The 1916 centenary commemorations were inclusive, respectful and measured and sought to strengthen peace and reconciliation on the island of Ireland. Official estimates indicate that over 1 million people were present to participate in and enjoy the commemorative, reflective and celebratory events that took place over the Easter weekend and which were a great source of pride for our citizens. The military parade and ceremony past the GPO on Easter Sunday saw approximately 4,500 guests attending - predominantly relatives of those who took part in the 1916 Rising - as well as many thousands of citizens participating right along the parade route. Easter Monday saw the largest public history and cultural event ever staged in Ireland, with more than 500 free talks, exhibitions, music, theatre, debates and performances across a number of venues and zones in Dublin City Centre. Feedback from members of the public and the media clearly indicated the very positive engagement of the general public with the commemorative events, as well as the extent to which citizens felt a great sense of national pride and respect during this historic time.
The Ireland 2016 Centenary Programme has met with widespread support across the political, academic and community sectors. It has engaged our communities at home and abroad in an unprecedented way and the benefits at community level and indeed nationally cannot be underestimated. The inclusive nature of the programme has enabled citizens to really examine our history and has encouraged them to consider the future of their communities. The local authorities developed their own individual programmes based on the national programme and this has encouraged active citizenship at local level and has leveraged economic benefits right across the country.
Of course, the Ireland 2016 Centenary Programme is a year-long initiative, with a huge diversity of programmes and events running throughout 2016. While a large number of the key events took place around the Easter period, the programme has continued through the remainder of 2016, with many exciting and innovative programmes and initiatives, including a large number of activities at local level. A landmark, national conference was hosted by NUIG earlier this month, entitled 1916 - 2016: The Promise and Challenge of National Sovereignty. Next month, members of the Defence Forces will be presented with specially commissioned medals in recognition of their professional service during this centenary year.

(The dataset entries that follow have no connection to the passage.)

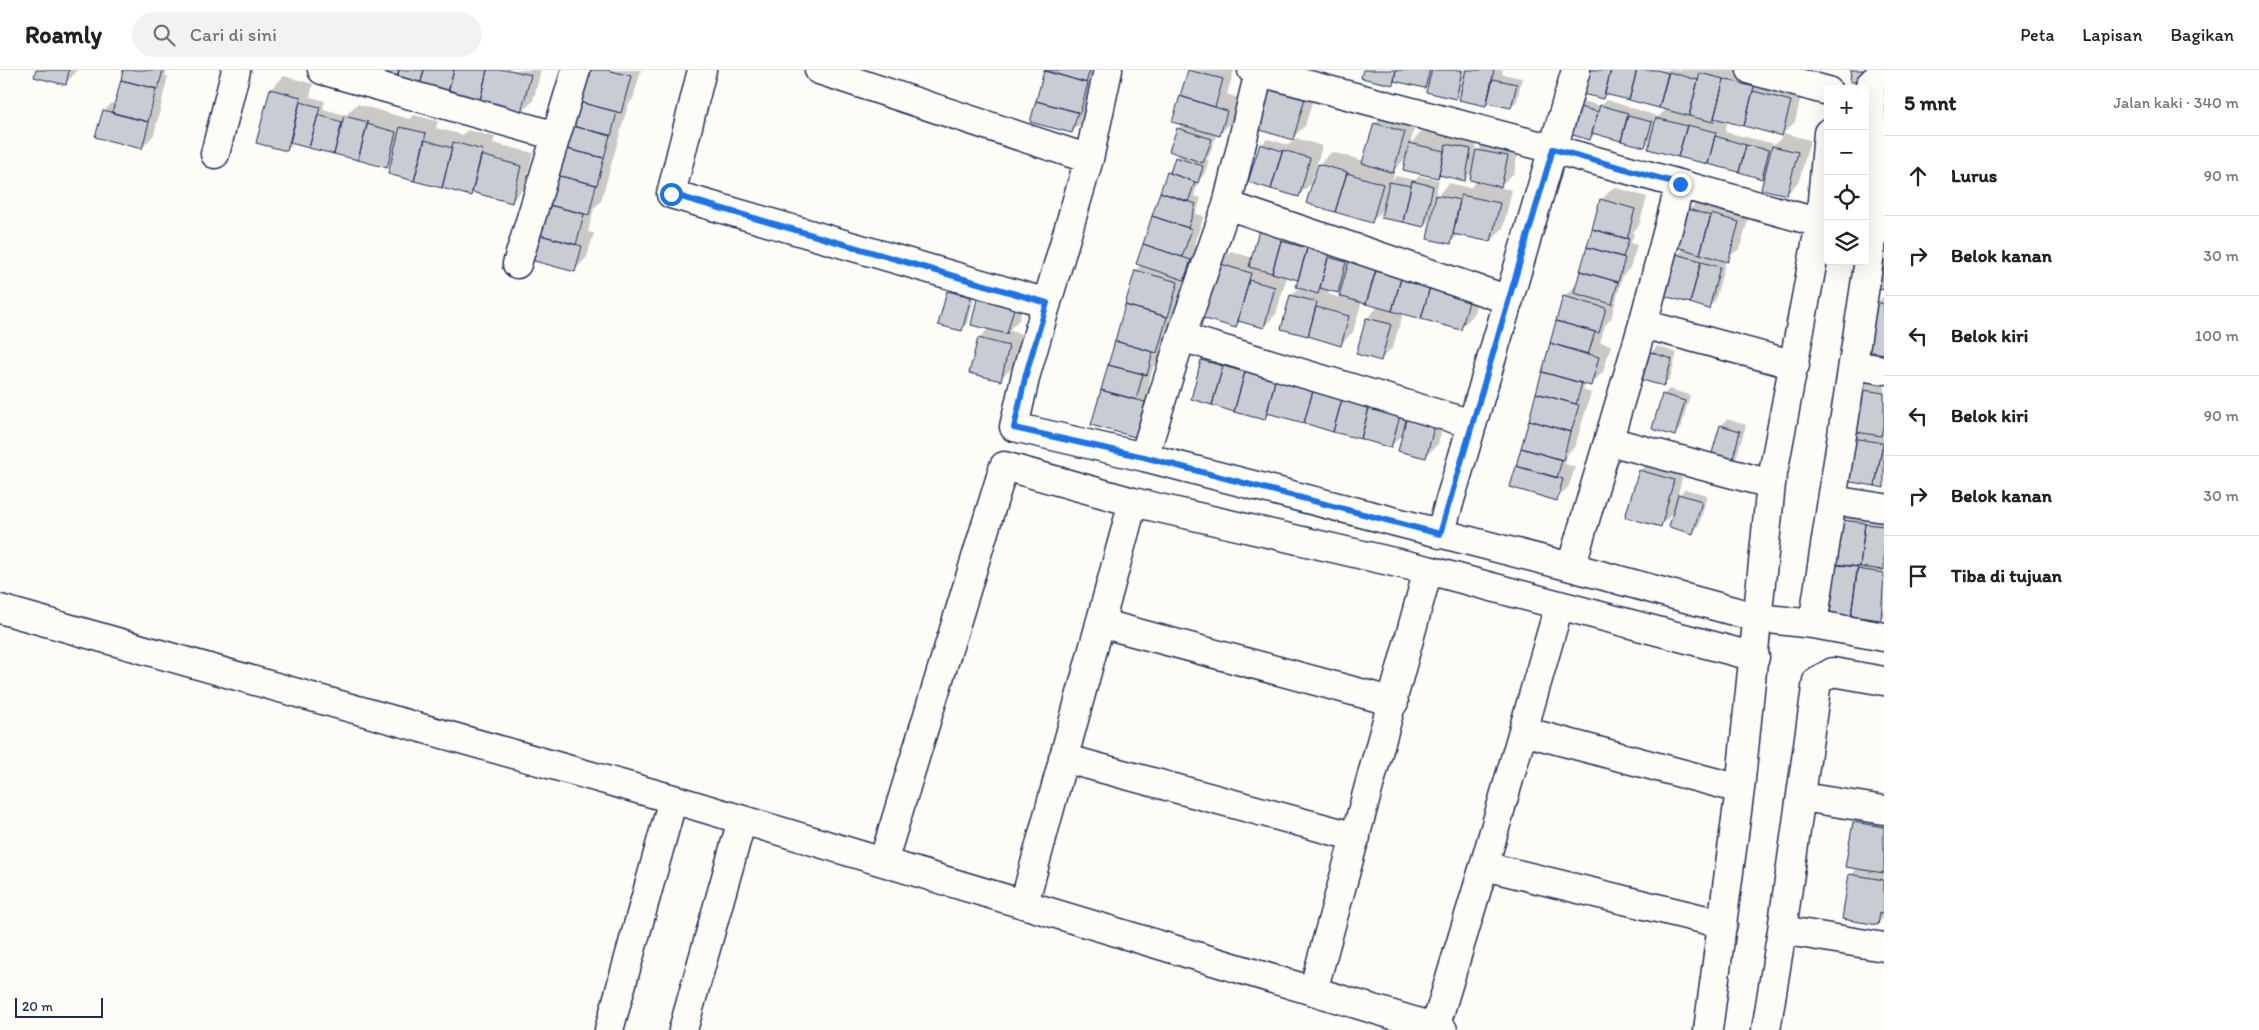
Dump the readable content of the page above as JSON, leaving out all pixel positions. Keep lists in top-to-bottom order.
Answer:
{
  "scale_bar": "20 m",
  "page": {
    "header": "Roamly",
    "search": "Cari di sini",
    "nav": ["Peta", "Lapisan", "Bagikan"],
    "heading": ["5 mnt", "Jalan kaki · 340 m"],
    "map_buttons": ["+", "−"],
    "list": [
      ["Lurus", "90 m"],
      ["Belok kanan", "30 m"],
      ["Belok kiri", "100 m"],
      ["Belok kiri", "90 m"],
      ["Belok kanan", "30 m"],
      "Tiba di tujuan"
    ],
    "scale": "20 m"
  }
}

I believe that it is important to continue the momentum to build on the positive legacy of the Ireland 2016 Centenary Programme. My Department has, therefore, been developing a cross-Government initiative to mainstream culture and creativity in the life of the nation and to promote individual, community and national wellbeing. This will focus on boosting cultural provision and participation in communities and harnessing the goodwill and engagement generated by the commemorative programme this year. It will also act as the main vehicle to take forward the priorities identified in Culture 2025. I have secured funding of €5 million in Budget 2017 to underpin this new initiative and I intend to announce further details in the coming weeks.